(Task item) Copy all lines containing the string "Drive" from the records below.

(Dataset entries)
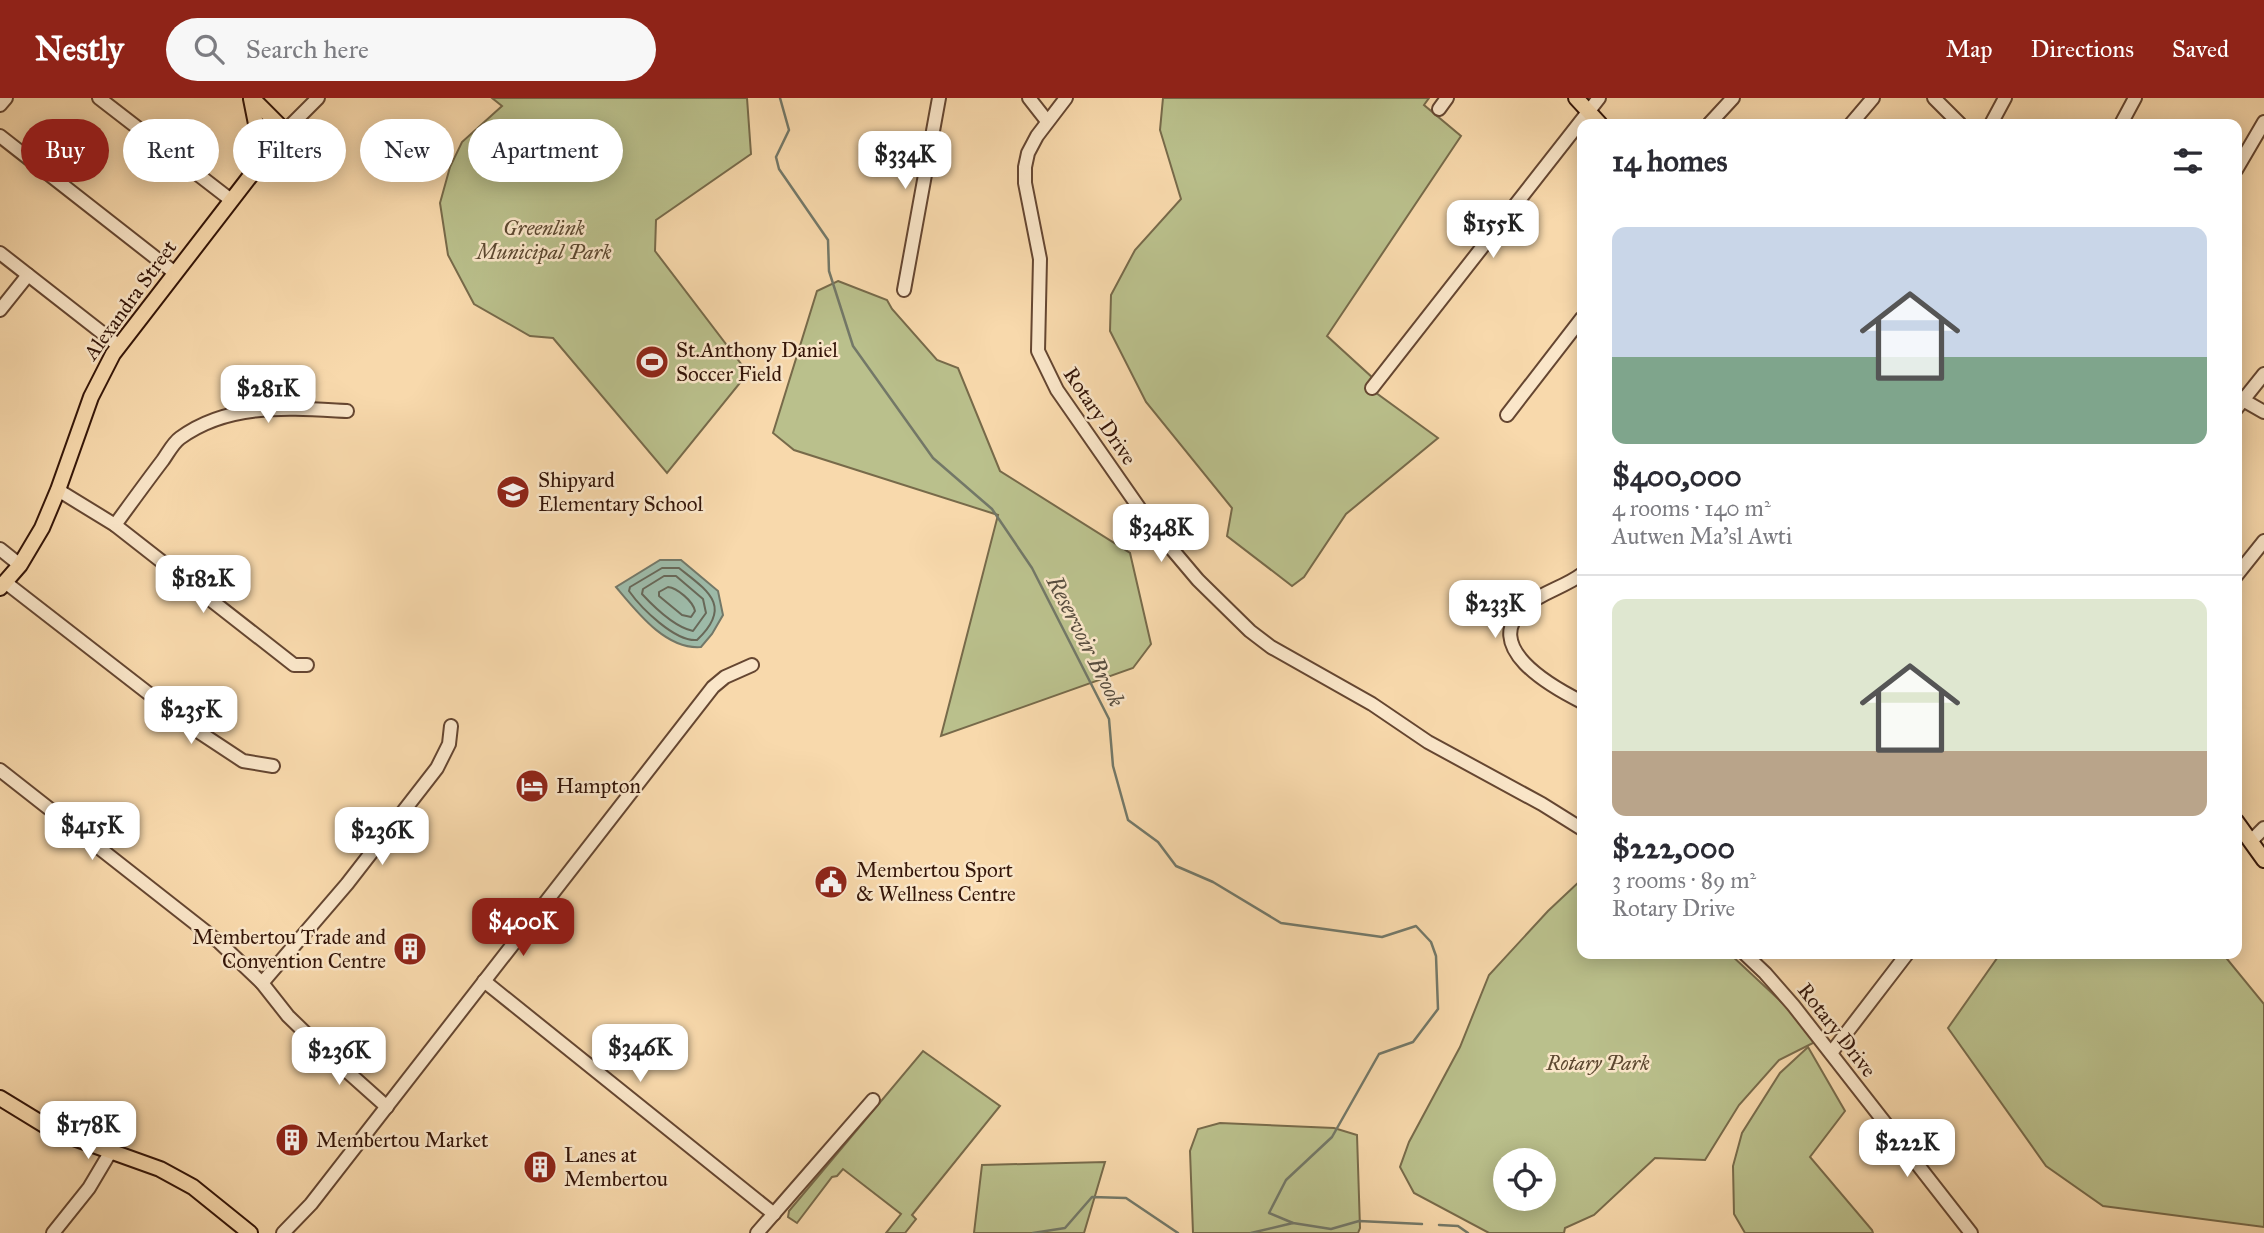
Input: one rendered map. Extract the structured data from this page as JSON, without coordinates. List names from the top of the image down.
{
  "streets": {
    "main road": ["Alexandra Street"],
    "street": ["Rotary Drive"]
  },
  "water": ["Reservoir Brook"],
  "parks": ["Greenlink Municipal Park", "Rotary Park"],
  "places": {
    "sports": ["St.Anthony Daniel Soccer Field"],
    "school or university": ["Shipyard Elementary School"],
    "hotel": ["Hampton"],
    "public building": ["Membertou Sport & Wellness Centre"],
    "building": ["Membertou Trade and Convention Centre", "Membertou Market", "Lanes at Membertou"]
  },
  "page": {
    "header": "Nestly",
    "search": "Search here",
    "nav": ["Map", "Directions", "Saved"],
    "chip": [
      "Buy",
      "Rent",
      "Filters",
      "New",
      "Apartment"
    ],
    "heading": "14 homes",
    "price": [
      "$334K",
      "$155K",
      "$281K",
      "$348K",
      "$182K",
      "$233K",
      "$235K",
      "$415K",
      "$236K",
      "$400K",
      "$346K",
      "$236K",
      "$178K",
      "$222K"
    ],
    "list": [
      {
        "name": "$400,000",
        "note": "4 rooms · 140 m² · Autwen Ma'sl Awti"
      },
      {
        "name": "$222,000",
        "note": "3 rooms · 89 m² · Rotary Drive"
      }
    ]
  }
}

(Task answer)
    "street": ["Rotary Drive"]
        "note": "3 rooms · 89 m² · Rotary Drive"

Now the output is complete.